### WHAT IS NEEDED
Each line of the records that holds "filter" should be shown in full.

[Stored items]
##############################

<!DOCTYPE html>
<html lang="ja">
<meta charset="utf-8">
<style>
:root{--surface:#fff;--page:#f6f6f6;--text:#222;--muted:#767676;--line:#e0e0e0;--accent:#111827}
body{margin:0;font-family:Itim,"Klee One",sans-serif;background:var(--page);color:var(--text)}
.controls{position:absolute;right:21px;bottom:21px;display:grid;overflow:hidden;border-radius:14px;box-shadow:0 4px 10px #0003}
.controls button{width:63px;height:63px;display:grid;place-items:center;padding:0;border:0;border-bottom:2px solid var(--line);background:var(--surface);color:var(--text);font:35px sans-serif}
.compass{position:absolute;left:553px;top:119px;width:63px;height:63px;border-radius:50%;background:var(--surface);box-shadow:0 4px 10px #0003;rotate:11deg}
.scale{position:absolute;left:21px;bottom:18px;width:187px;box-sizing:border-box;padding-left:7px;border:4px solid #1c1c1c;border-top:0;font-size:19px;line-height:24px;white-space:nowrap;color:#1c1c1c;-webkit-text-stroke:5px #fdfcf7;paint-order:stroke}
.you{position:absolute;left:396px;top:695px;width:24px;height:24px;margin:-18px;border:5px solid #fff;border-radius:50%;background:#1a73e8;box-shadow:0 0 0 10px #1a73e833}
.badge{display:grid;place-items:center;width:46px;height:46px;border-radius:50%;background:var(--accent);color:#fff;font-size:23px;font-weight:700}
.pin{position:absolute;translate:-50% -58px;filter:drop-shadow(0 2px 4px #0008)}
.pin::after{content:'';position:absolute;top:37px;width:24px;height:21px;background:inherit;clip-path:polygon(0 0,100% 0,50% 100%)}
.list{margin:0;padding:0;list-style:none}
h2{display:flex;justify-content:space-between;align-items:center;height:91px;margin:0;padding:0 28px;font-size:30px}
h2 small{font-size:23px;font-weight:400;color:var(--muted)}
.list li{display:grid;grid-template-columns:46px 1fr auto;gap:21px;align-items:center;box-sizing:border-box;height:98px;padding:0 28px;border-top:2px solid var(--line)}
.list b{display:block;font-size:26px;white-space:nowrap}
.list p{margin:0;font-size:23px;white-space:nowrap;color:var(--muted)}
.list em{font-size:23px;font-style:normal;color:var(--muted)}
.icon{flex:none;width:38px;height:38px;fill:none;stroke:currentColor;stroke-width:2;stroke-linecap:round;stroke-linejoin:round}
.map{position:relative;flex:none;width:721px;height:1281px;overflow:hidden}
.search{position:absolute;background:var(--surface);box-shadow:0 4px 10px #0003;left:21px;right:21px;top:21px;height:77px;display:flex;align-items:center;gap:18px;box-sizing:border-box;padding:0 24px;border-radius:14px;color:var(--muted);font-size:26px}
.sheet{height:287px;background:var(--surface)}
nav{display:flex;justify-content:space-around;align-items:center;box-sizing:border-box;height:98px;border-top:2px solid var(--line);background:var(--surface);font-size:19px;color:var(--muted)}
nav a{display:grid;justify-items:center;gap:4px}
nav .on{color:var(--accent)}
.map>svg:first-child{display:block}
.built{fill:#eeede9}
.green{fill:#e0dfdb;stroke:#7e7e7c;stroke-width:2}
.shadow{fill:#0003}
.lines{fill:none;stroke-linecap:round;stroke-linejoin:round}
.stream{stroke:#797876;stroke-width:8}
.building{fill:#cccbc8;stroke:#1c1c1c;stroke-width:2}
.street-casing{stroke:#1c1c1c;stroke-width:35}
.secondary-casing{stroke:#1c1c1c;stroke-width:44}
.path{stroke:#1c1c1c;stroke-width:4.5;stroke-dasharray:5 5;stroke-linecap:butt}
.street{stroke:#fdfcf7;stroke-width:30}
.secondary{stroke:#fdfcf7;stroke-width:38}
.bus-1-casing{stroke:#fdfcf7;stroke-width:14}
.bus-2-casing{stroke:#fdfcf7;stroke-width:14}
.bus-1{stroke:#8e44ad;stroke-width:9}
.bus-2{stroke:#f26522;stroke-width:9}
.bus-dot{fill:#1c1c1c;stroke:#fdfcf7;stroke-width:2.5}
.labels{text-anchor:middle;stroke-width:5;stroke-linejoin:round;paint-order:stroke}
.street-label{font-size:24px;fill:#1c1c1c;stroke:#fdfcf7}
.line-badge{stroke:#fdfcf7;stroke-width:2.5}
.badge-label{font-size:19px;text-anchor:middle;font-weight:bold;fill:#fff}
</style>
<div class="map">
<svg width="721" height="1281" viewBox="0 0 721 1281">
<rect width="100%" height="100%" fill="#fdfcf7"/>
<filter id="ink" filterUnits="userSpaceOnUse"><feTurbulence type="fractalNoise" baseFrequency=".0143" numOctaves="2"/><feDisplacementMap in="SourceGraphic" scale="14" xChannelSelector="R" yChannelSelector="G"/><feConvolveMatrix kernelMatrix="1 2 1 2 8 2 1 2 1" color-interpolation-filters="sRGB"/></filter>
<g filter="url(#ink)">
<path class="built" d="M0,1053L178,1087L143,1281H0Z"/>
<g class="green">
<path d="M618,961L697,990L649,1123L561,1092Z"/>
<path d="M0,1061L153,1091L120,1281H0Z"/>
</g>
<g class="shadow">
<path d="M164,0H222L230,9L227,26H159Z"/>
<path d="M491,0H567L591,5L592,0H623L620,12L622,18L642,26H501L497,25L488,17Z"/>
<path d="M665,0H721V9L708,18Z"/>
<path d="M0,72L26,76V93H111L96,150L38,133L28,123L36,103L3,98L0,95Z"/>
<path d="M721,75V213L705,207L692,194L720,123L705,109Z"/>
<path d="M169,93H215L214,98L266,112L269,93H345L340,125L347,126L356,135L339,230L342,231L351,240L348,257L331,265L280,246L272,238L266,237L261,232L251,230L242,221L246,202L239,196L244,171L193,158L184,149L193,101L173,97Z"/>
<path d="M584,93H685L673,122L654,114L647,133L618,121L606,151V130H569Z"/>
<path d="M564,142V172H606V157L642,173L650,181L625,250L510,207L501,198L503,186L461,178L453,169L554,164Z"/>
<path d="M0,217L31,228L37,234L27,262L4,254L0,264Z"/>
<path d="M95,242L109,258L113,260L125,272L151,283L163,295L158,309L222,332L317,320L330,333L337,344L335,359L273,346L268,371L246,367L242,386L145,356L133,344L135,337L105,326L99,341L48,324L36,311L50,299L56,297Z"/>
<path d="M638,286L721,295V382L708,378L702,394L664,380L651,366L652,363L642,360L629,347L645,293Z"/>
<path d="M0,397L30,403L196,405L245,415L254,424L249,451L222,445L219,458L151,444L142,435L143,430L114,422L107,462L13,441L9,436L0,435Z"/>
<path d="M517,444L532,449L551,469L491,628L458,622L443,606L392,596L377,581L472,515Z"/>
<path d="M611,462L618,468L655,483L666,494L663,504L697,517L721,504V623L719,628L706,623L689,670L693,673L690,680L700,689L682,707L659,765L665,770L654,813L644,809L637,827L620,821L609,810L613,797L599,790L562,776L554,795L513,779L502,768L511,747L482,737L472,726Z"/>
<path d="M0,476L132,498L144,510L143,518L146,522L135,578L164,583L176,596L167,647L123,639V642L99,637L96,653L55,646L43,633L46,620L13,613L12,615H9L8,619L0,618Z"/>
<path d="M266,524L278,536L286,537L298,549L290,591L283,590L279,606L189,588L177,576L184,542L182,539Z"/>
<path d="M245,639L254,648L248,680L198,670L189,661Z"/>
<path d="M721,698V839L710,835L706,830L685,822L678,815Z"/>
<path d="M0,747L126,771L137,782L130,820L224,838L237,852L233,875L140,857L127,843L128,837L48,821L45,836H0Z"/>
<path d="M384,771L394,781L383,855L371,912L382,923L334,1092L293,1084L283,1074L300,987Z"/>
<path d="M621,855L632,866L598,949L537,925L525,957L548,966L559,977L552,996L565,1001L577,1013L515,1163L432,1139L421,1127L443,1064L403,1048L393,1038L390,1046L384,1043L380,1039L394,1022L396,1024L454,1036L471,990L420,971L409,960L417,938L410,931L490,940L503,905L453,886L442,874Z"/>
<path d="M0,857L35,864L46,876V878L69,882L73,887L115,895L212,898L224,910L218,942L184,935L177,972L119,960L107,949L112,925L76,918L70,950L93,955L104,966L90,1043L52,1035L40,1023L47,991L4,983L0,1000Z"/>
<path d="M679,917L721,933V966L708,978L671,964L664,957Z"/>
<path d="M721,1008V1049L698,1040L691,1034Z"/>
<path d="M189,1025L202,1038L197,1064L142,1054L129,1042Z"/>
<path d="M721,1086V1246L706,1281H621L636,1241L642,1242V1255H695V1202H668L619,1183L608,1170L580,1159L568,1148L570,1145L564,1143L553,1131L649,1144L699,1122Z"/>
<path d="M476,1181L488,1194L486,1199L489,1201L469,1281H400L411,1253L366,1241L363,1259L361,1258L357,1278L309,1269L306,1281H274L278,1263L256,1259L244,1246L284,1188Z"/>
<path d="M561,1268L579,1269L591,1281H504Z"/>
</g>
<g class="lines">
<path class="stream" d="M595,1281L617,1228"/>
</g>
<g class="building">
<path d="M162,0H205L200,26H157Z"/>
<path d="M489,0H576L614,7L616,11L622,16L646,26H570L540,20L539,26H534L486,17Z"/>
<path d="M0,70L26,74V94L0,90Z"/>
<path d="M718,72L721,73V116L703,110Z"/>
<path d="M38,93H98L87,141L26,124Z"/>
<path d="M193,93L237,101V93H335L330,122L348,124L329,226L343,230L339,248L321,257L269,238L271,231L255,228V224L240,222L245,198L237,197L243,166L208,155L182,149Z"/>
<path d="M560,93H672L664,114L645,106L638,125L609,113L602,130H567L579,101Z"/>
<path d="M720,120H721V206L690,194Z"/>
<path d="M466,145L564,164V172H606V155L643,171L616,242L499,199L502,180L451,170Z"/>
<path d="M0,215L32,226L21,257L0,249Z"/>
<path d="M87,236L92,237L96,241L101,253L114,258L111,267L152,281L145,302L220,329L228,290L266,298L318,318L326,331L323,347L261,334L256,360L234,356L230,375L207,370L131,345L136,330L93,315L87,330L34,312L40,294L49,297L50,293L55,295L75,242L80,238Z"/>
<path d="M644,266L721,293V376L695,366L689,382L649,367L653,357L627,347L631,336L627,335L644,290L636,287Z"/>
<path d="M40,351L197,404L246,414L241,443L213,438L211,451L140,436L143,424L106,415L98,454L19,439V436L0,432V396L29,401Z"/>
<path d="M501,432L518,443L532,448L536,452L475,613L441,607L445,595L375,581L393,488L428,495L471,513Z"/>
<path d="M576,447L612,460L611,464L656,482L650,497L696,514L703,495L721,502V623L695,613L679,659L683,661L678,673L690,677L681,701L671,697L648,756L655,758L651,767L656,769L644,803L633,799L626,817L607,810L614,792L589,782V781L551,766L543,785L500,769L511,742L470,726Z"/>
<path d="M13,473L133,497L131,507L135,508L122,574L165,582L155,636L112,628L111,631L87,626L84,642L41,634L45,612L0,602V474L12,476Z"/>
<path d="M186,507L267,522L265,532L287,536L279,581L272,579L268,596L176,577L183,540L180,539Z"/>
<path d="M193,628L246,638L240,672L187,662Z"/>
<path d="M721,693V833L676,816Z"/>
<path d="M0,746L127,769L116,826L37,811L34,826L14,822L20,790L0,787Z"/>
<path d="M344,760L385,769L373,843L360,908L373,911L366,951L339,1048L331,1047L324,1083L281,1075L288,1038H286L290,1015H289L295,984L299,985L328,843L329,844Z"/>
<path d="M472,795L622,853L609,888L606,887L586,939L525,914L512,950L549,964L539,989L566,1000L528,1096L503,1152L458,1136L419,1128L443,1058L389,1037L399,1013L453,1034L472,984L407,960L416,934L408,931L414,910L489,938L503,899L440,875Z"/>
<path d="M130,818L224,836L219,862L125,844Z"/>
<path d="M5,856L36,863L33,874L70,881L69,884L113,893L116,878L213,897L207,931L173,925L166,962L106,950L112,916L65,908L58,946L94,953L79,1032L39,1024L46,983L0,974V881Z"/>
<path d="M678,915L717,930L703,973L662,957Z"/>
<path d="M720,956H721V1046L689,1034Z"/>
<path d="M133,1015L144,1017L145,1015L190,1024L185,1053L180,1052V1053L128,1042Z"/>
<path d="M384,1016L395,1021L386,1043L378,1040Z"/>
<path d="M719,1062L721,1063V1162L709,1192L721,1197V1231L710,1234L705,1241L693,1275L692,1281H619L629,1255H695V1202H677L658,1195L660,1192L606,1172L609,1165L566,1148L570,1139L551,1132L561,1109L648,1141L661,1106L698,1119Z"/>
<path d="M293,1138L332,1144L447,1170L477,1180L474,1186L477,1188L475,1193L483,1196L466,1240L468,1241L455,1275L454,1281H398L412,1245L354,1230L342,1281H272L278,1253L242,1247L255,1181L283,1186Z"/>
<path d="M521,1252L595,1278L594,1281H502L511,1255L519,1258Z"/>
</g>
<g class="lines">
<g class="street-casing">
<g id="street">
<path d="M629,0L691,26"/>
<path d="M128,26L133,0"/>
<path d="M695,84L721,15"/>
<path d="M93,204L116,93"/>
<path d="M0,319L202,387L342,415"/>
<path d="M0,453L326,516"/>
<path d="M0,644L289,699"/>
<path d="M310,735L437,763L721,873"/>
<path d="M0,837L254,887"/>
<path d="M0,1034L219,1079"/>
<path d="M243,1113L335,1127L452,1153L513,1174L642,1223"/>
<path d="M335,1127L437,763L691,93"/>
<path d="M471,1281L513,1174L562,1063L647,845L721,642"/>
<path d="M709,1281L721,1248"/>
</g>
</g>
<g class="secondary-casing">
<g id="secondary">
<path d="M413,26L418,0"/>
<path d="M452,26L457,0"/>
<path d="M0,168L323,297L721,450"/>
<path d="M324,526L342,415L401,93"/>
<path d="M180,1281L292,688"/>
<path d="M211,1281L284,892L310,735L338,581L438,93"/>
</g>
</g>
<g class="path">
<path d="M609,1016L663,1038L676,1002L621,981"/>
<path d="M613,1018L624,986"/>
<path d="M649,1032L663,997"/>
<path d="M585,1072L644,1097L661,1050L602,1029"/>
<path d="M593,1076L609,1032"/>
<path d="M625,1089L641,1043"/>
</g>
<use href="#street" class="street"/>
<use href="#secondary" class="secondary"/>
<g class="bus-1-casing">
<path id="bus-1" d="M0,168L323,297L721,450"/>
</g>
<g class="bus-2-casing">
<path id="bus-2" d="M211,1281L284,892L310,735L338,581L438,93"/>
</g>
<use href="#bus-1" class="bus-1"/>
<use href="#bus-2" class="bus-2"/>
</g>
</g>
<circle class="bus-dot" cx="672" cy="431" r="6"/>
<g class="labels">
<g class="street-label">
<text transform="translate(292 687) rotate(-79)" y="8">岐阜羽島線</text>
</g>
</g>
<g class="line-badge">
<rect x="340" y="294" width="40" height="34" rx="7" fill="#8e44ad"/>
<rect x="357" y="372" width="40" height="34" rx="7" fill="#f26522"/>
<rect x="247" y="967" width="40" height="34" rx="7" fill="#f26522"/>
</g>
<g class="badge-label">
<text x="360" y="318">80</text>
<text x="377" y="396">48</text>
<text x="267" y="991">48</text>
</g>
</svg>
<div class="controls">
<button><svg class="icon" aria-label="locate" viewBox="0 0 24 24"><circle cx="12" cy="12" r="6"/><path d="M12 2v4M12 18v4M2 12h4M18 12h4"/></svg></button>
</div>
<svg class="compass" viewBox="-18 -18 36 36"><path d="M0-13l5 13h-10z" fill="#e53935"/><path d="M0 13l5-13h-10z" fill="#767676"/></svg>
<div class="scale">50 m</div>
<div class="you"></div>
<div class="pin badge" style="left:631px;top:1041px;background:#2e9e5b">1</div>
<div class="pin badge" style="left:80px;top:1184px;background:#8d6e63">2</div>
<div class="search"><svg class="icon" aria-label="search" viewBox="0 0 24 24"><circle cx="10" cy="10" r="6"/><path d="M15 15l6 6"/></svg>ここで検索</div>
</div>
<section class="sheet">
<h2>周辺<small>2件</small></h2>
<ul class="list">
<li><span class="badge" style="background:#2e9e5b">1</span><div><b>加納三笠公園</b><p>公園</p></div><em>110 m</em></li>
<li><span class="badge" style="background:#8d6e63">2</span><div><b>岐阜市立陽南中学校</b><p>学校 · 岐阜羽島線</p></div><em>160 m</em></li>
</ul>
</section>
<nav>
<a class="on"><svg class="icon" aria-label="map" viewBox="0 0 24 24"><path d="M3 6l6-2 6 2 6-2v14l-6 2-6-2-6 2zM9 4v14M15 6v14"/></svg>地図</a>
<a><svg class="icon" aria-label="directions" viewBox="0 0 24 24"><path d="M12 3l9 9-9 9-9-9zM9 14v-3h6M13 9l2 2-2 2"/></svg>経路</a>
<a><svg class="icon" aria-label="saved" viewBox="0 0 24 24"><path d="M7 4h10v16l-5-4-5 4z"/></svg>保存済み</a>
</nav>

##############################

### ANSWER
.pin{position:absolute;translate:-50% -58px;filter:drop-shadow(0 2px 4px #0008)}
<filter id="ink" filterUnits="userSpaceOnUse"><feTurbulence type="fractalNoise" baseFrequency=".0143" numOctaves="2"/><feDisplacementMap in="SourceGraphic" scale="14" xChannelSelector="R" yChannelSelector="G"/><feConvolveMatrix kernelMatrix="1 2 1 2 8 2 1 2 1" color-interpolation-filters="sRGB"/></filter>
<g filter="url(#ink)">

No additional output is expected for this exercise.